The North Coast Basin includes the coastal portion in Oregon of the Lower Columbia (the
Lower Columbia sub-basin and the Lower Columbia-Clatskanie). It also includes the entire
North Coast Basin of the Oregon Plan for Salmon and Watersheds, which includes the following
HUCs: Necanicum, Nehalem, Wilson-Trask-Nestucca, Siletz-Yaquina, Alsea, Siuslaw, and
Siltcoos Sub-Basins.
The Willamette Basin includes the entire watershed of the Willamette, along with the Sandy
River Sub-Basin portion of the Lower Columbia Basin. Willamette Basin HUCs include the
Coast Fork Willamette, Middle Fork Willamette, McKenzie, Upper Willamette, South Santiam,
North Santiam, Middle Willamette, Molalla-Pudding, Yamhill, Tualatin, Clackamas, and Lower
Willamette.
This Southwestern Oregon Basins is dominated by the Umpqua and Rogue River basins, but
also includes the many smaller sub-basins of the Oregon Plan South Coast reporting basin. The
Rogue sub-basins include: Upper Rogue, Middle Rogue, Applegate, Illinois, and Lower Rogue.
The Umpqua includes the North Umpqua, South Umpqua, and Umpqua. The Coastal HUCs
include the Chetco, Coos, Coquille, Sixes, and Smith River). It also includes the very small (just
over 3,000-acre) part of the Lower Klamath Sub-basin located in southern Josephine County
along the California border near Bolan Lake.
The Klamath Basin includes the entire Klamath Basin, aside from small area in Josephine
County included in the southwestern Oregon area. HUCs include the Williamson, Sprague,
Upper Klamath Lake, Lost River and Upper Klamath Sub-basins.
This Deschutes Basin includes the entire Deschutes basin plus the Middle Columbia – Hood
Sub-Basin. HUCs include the Little Deschutes, Upper Deschutes, Lower Deschutes, Lower
Crooked, Upper Crooked, South Fork Beaver Creek, and Trout Creek.
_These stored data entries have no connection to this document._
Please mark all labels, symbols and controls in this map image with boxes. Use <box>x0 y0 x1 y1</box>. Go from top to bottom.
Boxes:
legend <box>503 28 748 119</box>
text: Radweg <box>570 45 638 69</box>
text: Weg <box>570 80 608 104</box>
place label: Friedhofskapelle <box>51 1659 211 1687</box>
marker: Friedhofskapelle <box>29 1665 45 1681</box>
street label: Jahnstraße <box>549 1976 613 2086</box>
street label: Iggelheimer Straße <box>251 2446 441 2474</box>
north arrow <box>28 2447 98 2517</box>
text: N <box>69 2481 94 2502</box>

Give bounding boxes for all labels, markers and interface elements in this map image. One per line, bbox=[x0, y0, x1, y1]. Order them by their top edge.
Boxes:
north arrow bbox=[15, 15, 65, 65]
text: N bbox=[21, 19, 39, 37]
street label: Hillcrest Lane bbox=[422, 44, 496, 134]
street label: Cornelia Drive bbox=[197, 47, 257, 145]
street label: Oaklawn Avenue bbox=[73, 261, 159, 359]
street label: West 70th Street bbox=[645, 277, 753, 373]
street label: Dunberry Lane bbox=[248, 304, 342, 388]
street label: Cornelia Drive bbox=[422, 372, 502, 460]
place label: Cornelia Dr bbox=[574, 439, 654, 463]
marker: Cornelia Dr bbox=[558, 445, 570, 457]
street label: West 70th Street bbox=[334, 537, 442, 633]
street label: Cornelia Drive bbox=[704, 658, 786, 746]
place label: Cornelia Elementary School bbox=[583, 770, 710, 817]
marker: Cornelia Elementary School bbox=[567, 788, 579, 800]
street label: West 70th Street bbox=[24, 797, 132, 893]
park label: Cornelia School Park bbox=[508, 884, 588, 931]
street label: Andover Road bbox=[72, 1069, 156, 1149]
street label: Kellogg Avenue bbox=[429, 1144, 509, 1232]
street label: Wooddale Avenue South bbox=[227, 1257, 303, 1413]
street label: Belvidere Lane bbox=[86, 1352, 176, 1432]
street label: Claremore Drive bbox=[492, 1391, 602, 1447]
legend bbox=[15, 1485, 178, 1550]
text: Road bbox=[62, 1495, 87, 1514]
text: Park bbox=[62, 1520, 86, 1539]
The Northeast Oregon Basin includes the four John Day Sub-basins (Upper John Day, Middle
Fork John Day, North Fork John Day, and Lower John Day, along with the Umatilla, the Willow
Creek, Middle Columbia – Lake Wallula, and Walla-Walla Sub-Basins in north-central Oregon. It
also includes the three Grande Ronde sub-basins (Upper Grande Ronde, Lower Grande Ronde,
and Wallowa River), and the Lower Snake-Asotin and Imnaha sub-basins in extreme
northeastern Oregon.
The Snake Basin includes all of the watersheds in Oregon that drain into the Snake River that
are found upstream from the Snake River Dam, which has stopped all fish passage to these
basins. It includes the Powder River basin, the adjacent Brownlee Reservoir and Hells Canyon
sub-basins. To the south, it includes the smaller Burnt River sub-basin. In Malheur County, it
includes two large basins, the Malheur and Owyhee Rivers that drain into the Snake River at the
Idaho border. The Malheur Basin includes the Upper Malheur, Lower Malheur, Bully Creek, and
Willow Creek Sub-basins. The Owyhee is composed of the East Little Owyhee, a very small part
of the South Fork Owyhee, the Middle Owyhee, Crooked-Rattlesnake, Jordan, Middle Snake –
Succor Creek, and the Lower Owyhee. A small portion of the Middle Snake-Payette also occurs
in this area.
The Lakes Basins’ watersheds are actually part of three basins, but in none of these
watersheds does water find its way to the Ocean. Along the Nevada border, there are small
parts of three basins that sneak into the state. The Upper Quinn and Thousand-Virgin Sub-
basins are found near the Idaho Boarder, part of the larger Black Rock Desert Watershed in
Nevada. At the west end of this monitoring strategy area is the Goose Lake Sub-Watershed,
with the streams in Oregon draining into Goose Lake, split between Oregon and California, and
part of California’s closed lakes system. The remainder are part of the Oregon Lakes Basin:
Alvord Lake, Warner Lakes, Donner und Blitzen, Harney-Malheur Lakes, Silvies, Silver, Lake
Abert, and Summer Lake Sub-basins, each of which have streams running into a central lake.